The Daily Telegraph

Oxford Rhodes plaque gets protected status

Culture Secretary reverses Historic England’s decision not to preserve monument to Oriel College benefactor

- By Ewan Somerville

A PLAQUE of Cecil Rhodes at an Oxford University college is to be awarded Grade-ii listed status after Nadine Dorries intervened to protect the monument to the imperialis­t donor. The plaque, on King Edward Street, has stoked division since the student-led Rhodes Must Fall campaign of 2016, and again during the Black Lives Matter protests in 2020 sparked by the murder of George Floyd in the United States.

An independen­t inquiry backed Oriel College governors’ desire to remove the plaque, along with a statue of its 19thcentur­y benefactor, which was erected in 1906 on the facade of Rhodes’ house.

Although Oriel’s governors backed down because legal barriers made the statue too costly to remove, they added “contextual­ised” notice boards and launched an equality and diversity drive that included race awareness training for its staff.

However, historians complained that the large plaque remained vulnerable to activists’ attempts to pull it down because, unlike the more famous High Street statue, it is unlisted.

Now, Ms Dorries, the Culture Secretary, wants to award it Grade-ii listed status after she rebuked Historic England (HE) for “relying on a presumptio­n against listing plaques generally”. This would overturn HE officials’ ruling four years ago not to protect it, in the latest chapter of Oxford’s long-running Rhodes culture war.

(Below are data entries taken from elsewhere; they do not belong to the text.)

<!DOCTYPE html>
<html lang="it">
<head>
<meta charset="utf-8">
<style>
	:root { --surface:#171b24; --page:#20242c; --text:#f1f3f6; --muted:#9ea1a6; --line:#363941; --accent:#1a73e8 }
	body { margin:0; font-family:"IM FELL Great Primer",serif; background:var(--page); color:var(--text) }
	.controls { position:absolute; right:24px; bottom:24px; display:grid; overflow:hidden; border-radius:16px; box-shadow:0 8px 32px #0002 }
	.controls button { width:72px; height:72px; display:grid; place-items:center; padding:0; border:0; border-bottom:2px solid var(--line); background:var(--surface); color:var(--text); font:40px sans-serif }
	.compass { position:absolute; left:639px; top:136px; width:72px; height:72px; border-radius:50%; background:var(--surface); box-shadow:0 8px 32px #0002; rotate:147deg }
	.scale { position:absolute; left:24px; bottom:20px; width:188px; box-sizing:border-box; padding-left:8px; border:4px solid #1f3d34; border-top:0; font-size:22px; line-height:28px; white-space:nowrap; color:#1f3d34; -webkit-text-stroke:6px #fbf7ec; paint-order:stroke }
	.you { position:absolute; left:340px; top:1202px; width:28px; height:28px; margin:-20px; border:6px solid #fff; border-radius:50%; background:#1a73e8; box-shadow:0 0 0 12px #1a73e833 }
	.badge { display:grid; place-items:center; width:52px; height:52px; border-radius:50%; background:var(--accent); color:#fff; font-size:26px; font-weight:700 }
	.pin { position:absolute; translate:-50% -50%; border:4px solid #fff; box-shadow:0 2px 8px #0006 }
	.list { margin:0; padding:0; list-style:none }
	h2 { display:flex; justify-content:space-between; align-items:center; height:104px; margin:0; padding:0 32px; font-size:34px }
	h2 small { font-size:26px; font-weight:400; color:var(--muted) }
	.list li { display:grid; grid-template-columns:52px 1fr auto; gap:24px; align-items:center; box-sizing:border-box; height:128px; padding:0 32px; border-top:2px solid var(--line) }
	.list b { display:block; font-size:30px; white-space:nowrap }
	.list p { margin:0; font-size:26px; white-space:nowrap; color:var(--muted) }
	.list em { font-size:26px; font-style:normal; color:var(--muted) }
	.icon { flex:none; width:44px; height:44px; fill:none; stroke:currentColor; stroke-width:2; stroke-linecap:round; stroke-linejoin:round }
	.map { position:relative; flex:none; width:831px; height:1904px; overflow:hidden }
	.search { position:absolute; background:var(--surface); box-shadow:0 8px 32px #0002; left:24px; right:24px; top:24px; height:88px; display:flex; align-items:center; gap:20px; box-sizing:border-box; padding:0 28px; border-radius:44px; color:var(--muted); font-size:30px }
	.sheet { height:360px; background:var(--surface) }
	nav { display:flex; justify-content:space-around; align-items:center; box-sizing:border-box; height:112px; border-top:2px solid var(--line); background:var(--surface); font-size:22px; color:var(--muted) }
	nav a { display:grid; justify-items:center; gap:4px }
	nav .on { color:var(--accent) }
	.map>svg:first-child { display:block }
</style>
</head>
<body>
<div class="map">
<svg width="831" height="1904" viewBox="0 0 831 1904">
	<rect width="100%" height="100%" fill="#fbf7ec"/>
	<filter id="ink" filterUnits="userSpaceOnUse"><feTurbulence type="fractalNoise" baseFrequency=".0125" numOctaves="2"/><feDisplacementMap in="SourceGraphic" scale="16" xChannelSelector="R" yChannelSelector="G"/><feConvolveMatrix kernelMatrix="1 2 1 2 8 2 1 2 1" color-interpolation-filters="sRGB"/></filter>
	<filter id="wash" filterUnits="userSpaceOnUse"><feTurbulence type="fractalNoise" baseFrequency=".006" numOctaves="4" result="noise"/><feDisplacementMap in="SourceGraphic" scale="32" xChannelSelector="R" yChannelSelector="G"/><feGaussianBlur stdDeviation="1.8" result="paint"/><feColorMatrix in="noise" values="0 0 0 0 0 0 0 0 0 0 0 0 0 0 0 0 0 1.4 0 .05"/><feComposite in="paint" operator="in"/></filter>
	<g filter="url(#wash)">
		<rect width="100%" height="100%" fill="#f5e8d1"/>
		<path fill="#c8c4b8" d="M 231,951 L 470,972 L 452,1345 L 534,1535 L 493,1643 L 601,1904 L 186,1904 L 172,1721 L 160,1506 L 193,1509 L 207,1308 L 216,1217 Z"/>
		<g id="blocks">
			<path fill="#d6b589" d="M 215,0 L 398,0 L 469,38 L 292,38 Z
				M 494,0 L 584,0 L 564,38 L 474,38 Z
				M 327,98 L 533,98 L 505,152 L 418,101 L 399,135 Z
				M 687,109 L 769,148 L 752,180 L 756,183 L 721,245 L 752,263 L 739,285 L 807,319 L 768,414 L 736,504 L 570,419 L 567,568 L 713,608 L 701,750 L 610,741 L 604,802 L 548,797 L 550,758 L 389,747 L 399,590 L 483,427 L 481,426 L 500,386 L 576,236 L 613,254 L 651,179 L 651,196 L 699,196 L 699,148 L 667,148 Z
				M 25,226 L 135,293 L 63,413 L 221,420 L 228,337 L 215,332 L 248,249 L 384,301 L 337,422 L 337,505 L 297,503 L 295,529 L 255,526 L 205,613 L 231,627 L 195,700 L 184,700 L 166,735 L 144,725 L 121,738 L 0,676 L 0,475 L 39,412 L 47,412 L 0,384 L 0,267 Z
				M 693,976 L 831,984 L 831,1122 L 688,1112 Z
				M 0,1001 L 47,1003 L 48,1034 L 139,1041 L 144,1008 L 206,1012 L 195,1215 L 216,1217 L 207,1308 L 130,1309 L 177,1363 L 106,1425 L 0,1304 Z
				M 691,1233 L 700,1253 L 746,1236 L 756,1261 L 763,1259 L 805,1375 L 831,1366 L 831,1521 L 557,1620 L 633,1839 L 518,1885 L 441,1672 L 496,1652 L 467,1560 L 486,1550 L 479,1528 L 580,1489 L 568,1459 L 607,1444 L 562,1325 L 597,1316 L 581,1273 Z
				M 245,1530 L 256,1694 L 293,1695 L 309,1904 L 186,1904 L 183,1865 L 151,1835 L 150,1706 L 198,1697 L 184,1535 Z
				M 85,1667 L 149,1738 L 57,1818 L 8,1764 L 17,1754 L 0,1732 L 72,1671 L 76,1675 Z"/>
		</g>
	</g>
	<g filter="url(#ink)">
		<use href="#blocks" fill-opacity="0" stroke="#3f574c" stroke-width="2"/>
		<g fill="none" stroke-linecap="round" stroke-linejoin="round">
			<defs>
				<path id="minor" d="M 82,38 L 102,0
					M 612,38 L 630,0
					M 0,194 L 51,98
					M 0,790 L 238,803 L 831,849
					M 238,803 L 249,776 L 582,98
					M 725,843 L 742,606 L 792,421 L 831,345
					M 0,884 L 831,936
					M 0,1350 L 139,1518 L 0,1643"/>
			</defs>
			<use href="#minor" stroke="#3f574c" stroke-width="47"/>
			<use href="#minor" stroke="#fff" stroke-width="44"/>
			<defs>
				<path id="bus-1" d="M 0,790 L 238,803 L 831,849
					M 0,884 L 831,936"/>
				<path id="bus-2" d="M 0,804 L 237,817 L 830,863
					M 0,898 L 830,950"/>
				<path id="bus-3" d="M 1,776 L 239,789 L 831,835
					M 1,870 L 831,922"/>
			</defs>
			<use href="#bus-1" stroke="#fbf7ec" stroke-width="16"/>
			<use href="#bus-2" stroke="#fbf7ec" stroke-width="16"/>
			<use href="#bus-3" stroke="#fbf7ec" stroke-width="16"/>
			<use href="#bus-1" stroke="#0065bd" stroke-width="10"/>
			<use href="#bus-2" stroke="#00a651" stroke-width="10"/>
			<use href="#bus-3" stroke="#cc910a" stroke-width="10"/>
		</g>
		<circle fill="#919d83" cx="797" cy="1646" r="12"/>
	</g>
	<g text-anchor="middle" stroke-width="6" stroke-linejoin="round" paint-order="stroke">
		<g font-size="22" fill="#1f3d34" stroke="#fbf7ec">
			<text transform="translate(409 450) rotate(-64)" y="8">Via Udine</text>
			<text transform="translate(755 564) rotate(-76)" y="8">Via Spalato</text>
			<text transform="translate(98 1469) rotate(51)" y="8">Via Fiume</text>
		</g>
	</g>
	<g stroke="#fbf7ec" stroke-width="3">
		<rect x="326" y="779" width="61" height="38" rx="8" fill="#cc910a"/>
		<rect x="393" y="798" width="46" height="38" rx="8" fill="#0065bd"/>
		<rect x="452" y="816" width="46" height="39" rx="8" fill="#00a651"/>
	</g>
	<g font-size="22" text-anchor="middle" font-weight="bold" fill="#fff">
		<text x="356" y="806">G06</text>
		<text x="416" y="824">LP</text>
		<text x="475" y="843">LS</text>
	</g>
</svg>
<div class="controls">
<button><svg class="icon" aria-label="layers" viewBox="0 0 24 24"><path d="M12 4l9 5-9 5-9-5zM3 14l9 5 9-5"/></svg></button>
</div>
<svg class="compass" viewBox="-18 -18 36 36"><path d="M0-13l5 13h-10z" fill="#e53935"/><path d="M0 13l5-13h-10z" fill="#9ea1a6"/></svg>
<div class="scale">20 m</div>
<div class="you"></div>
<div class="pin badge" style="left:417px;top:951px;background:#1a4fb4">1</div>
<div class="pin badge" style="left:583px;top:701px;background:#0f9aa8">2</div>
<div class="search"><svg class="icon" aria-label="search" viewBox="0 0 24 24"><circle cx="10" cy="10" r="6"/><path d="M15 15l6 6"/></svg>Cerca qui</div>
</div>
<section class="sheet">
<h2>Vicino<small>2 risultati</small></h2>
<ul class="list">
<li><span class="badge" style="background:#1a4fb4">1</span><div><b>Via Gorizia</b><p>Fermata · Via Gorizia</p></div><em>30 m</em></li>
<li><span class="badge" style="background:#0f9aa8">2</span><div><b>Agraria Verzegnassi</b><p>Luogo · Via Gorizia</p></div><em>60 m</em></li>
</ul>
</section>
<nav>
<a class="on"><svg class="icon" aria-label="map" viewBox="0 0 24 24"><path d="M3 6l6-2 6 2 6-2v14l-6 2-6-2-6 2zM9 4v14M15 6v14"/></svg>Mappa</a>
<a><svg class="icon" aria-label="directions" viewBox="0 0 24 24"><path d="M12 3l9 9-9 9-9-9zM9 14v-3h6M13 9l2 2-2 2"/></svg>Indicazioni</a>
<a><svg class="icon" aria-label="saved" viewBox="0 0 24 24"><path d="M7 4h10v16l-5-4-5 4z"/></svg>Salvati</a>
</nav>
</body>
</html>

Rhodes, a British imperialis­t who founded Rhodesia and served as prime minister of the Cape Colony in the 1890s, bequeathed a huge sum to Oriel that has funded many scholarshi­ps in his name.

He was not a slave trader but supported apartheid measures in southern Africa. The bust was funded by Sir Alfred Mosely, a philanthro­pist, as a personal tribute after Rhodes’ death. After the initial Rhodes Must Fall protests in 2016, Historic England ruled that the plaque “did not have the special architectu­ral or historic interest to merit listing”.

The taxpayer-funded quango decided other buildings better marked the Rhodes legacy and that it lacked “richness in the quality of detailing and modelling found in the few commemorat­ive plaques” already listed in Britain.

A review concluded: “The Secretary of State is ‘minded to’ overturn the previous decision not to list Cecil Rhodes’ Memorial Plaque”.

Ms Dorries told the college: “The review request is supported by eminent experts in the field of architectu­ral history, who question HE’S assessment of the quality of the plaque.”

One expert warned ministers in a letter that “the danger now is that, unless it is listed, it will be removed in response to continuing pressure, erasing important aspects of our history.”

A Historic England spokesman said it awaited Ms Dorries’ final decision.